▽

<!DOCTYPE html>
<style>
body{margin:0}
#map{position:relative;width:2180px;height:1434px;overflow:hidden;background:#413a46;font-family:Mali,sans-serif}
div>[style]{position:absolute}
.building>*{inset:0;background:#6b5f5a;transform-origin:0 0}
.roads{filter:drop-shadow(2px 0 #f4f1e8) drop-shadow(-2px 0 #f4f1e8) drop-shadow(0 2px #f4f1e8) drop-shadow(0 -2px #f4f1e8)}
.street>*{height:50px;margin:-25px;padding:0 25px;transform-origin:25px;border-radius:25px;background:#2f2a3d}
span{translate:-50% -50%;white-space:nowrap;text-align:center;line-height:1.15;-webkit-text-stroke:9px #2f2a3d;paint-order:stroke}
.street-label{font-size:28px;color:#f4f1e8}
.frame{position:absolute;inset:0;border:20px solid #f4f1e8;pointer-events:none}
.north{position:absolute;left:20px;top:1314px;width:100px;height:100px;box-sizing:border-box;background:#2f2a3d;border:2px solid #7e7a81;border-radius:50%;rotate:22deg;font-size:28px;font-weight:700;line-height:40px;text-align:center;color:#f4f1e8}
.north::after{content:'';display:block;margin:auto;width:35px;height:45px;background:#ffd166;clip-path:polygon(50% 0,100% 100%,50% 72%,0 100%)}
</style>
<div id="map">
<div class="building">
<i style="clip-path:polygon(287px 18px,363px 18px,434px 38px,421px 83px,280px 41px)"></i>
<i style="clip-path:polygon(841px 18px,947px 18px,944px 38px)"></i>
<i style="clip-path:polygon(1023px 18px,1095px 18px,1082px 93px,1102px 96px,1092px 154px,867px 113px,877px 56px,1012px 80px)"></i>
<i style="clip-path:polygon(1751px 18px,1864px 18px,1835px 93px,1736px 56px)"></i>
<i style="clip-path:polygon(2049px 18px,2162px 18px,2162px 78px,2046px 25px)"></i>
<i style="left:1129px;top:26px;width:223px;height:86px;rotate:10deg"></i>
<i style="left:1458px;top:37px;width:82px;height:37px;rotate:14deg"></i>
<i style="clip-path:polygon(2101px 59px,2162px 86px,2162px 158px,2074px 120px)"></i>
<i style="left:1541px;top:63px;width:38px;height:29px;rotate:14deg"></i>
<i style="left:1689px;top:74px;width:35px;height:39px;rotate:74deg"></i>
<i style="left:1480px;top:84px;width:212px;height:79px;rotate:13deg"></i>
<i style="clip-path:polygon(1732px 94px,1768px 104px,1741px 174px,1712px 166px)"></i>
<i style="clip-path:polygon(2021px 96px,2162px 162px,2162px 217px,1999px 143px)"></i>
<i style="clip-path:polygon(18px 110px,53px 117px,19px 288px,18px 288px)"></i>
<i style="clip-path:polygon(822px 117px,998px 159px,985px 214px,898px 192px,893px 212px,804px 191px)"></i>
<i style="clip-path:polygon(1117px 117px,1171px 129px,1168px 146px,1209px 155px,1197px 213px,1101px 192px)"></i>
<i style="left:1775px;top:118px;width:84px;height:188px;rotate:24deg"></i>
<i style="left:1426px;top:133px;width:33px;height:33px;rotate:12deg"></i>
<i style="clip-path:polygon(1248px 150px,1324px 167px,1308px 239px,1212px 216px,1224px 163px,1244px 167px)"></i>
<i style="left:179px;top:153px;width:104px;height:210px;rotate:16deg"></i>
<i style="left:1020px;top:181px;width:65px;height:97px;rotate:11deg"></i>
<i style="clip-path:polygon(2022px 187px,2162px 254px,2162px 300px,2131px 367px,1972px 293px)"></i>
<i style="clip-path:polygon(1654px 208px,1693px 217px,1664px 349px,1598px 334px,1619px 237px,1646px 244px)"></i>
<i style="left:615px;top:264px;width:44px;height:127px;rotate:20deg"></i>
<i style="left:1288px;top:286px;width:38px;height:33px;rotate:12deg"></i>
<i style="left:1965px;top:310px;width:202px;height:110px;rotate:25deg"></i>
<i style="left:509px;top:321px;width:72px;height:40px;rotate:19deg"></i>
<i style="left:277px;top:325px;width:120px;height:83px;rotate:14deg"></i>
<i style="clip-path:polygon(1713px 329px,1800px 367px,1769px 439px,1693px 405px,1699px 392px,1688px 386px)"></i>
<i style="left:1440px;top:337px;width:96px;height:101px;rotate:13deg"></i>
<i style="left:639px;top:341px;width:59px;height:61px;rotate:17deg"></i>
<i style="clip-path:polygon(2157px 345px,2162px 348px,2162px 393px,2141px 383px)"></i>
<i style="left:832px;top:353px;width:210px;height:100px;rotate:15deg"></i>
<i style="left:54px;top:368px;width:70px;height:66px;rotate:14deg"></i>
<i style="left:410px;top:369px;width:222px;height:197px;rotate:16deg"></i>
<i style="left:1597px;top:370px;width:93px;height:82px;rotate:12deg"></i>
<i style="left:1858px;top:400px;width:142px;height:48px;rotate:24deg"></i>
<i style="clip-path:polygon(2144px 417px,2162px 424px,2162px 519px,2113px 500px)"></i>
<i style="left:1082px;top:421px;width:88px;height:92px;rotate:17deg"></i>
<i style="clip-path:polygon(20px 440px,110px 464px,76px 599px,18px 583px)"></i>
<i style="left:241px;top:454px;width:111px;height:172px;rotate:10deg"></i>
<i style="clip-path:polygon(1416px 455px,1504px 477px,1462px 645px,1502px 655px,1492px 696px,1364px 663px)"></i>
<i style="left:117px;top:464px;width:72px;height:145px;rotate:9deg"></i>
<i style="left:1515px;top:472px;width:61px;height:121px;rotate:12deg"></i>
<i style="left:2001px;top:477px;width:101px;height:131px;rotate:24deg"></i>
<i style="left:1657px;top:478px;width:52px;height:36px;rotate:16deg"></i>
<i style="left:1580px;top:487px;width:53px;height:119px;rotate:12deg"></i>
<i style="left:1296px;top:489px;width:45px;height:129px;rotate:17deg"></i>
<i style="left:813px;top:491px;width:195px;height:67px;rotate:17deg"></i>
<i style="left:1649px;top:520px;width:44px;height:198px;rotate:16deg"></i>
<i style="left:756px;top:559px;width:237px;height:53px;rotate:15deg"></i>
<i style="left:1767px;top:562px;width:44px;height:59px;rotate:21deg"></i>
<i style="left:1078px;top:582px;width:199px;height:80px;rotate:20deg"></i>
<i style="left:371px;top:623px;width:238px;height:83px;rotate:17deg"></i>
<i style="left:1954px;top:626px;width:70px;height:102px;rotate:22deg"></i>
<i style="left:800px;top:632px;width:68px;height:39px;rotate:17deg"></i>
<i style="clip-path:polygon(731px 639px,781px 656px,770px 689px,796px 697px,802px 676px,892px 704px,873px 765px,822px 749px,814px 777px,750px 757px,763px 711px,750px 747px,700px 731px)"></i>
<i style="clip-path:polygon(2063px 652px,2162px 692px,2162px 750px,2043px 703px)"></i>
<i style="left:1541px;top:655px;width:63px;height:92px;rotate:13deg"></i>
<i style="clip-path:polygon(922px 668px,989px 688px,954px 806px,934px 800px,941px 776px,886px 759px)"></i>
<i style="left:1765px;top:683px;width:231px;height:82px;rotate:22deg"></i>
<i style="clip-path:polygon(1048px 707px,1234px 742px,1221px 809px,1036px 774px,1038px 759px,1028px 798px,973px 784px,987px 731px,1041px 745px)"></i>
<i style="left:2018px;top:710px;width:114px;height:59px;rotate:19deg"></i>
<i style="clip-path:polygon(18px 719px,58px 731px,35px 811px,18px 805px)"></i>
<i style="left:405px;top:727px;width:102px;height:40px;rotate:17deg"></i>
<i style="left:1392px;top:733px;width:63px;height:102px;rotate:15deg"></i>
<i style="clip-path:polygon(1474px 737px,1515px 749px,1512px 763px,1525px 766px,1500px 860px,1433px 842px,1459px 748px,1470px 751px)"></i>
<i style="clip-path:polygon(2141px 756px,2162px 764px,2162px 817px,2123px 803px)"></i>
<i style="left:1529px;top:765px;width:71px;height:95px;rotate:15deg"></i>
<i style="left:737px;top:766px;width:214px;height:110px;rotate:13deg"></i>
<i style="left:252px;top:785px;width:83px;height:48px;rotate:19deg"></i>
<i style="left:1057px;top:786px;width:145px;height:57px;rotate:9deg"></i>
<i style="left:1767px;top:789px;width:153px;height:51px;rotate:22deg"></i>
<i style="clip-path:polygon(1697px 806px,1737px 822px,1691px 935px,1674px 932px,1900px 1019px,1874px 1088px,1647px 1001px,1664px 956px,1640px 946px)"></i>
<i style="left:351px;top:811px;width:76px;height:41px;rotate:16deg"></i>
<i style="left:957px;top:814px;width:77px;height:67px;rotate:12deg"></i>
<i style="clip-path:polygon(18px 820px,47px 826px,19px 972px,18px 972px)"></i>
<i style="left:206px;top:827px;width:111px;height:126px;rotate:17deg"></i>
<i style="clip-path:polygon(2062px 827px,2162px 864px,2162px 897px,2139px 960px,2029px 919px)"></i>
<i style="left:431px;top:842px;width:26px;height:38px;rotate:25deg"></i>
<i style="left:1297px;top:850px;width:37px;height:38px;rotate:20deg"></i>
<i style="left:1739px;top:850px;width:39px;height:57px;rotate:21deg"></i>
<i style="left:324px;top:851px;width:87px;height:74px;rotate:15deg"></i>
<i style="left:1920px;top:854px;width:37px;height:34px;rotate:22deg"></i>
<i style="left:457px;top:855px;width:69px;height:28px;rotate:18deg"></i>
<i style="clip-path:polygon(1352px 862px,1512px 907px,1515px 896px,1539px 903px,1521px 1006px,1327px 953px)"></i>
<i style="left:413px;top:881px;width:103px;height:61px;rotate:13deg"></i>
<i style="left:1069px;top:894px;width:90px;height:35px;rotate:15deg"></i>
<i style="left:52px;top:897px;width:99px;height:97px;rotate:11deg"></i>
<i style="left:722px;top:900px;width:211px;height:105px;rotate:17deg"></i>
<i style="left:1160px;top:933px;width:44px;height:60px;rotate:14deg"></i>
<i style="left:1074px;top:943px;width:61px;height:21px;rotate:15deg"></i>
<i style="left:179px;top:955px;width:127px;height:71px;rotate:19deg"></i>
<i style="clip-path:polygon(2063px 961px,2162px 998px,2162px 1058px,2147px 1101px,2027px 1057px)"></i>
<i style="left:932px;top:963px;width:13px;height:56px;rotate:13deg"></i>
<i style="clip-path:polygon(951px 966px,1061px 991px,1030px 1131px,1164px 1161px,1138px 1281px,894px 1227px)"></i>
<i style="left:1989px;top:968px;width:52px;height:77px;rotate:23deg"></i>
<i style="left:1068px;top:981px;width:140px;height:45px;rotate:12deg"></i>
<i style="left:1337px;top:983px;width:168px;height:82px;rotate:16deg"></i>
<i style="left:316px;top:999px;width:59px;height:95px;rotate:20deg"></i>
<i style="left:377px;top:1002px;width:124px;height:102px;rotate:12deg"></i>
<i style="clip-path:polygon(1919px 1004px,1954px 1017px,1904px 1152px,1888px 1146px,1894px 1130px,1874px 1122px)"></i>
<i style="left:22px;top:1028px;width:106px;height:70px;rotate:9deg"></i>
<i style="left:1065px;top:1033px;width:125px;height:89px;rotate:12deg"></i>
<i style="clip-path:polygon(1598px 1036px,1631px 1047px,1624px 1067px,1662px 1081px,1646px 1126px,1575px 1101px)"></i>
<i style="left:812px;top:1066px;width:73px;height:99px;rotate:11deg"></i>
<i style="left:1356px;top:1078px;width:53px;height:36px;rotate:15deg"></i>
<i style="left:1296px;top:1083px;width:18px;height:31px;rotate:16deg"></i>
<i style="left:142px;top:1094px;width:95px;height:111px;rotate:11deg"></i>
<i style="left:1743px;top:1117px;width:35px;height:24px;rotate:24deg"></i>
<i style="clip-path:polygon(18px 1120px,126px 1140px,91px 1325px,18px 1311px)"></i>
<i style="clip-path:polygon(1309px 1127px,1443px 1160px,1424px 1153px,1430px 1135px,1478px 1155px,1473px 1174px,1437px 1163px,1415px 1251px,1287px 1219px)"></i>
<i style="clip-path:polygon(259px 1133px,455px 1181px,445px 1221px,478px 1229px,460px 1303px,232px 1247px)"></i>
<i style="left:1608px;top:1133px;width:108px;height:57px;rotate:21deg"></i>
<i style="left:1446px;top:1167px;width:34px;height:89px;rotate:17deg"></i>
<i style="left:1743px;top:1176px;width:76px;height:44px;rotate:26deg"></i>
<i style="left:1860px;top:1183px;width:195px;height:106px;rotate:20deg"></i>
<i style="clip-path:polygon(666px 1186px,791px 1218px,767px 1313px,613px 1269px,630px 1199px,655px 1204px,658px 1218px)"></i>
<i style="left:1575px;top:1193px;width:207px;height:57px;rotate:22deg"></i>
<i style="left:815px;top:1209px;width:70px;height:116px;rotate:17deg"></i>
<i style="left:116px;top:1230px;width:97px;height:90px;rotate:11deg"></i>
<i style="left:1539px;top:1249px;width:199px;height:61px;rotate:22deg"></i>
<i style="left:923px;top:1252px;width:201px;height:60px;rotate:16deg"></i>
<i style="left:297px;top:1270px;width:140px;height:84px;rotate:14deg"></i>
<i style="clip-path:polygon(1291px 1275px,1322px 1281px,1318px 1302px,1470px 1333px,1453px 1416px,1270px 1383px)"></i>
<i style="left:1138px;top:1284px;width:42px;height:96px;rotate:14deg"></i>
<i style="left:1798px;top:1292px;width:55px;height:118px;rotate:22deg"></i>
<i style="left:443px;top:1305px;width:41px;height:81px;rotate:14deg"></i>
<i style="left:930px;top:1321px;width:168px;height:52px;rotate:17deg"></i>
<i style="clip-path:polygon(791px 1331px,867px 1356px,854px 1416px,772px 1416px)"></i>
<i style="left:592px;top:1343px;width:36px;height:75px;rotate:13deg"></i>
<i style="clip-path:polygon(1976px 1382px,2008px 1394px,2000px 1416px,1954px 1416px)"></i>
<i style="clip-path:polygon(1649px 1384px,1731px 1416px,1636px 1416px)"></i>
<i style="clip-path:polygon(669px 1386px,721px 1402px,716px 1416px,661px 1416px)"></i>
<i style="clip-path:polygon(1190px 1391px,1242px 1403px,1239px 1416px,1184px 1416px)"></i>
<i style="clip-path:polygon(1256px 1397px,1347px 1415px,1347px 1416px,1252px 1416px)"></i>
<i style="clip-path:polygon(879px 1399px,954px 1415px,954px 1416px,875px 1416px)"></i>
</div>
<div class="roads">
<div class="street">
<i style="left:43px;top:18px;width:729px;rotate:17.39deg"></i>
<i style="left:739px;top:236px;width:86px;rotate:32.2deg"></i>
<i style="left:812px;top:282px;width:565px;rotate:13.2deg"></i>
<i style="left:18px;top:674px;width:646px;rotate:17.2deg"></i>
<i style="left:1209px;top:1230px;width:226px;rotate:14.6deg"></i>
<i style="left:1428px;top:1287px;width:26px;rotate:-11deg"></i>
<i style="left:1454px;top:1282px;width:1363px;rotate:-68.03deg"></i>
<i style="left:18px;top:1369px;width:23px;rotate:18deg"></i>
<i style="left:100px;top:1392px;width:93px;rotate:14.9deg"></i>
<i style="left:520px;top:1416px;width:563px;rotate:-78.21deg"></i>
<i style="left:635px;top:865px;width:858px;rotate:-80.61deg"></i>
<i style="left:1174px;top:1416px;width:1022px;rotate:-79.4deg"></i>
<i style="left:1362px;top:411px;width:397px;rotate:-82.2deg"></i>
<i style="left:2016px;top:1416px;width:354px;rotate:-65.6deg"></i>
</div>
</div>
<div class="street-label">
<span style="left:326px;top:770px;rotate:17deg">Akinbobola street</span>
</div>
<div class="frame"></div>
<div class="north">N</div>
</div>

△

Every line from the start of the listing through the line with "0 #f4f1e8) drop-shadow(-2px" should be reproduced exactly, and no other line.

_RESULT_:
<!DOCTYPE html>
<style>
body{margin:0}
#map{position:relative;width:2180px;height:1434px;overflow:hidden;background:#413a46;font-family:Mali,sans-serif}
div>[style]{position:absolute}
.building>*{inset:0;background:#6b5f5a;transform-origin:0 0}
.roads{filter:drop-shadow(2px 0 #f4f1e8) drop-shadow(-2px 0 #f4f1e8) drop-shadow(0 2px #f4f1e8) drop-shadow(0 -2px #f4f1e8)}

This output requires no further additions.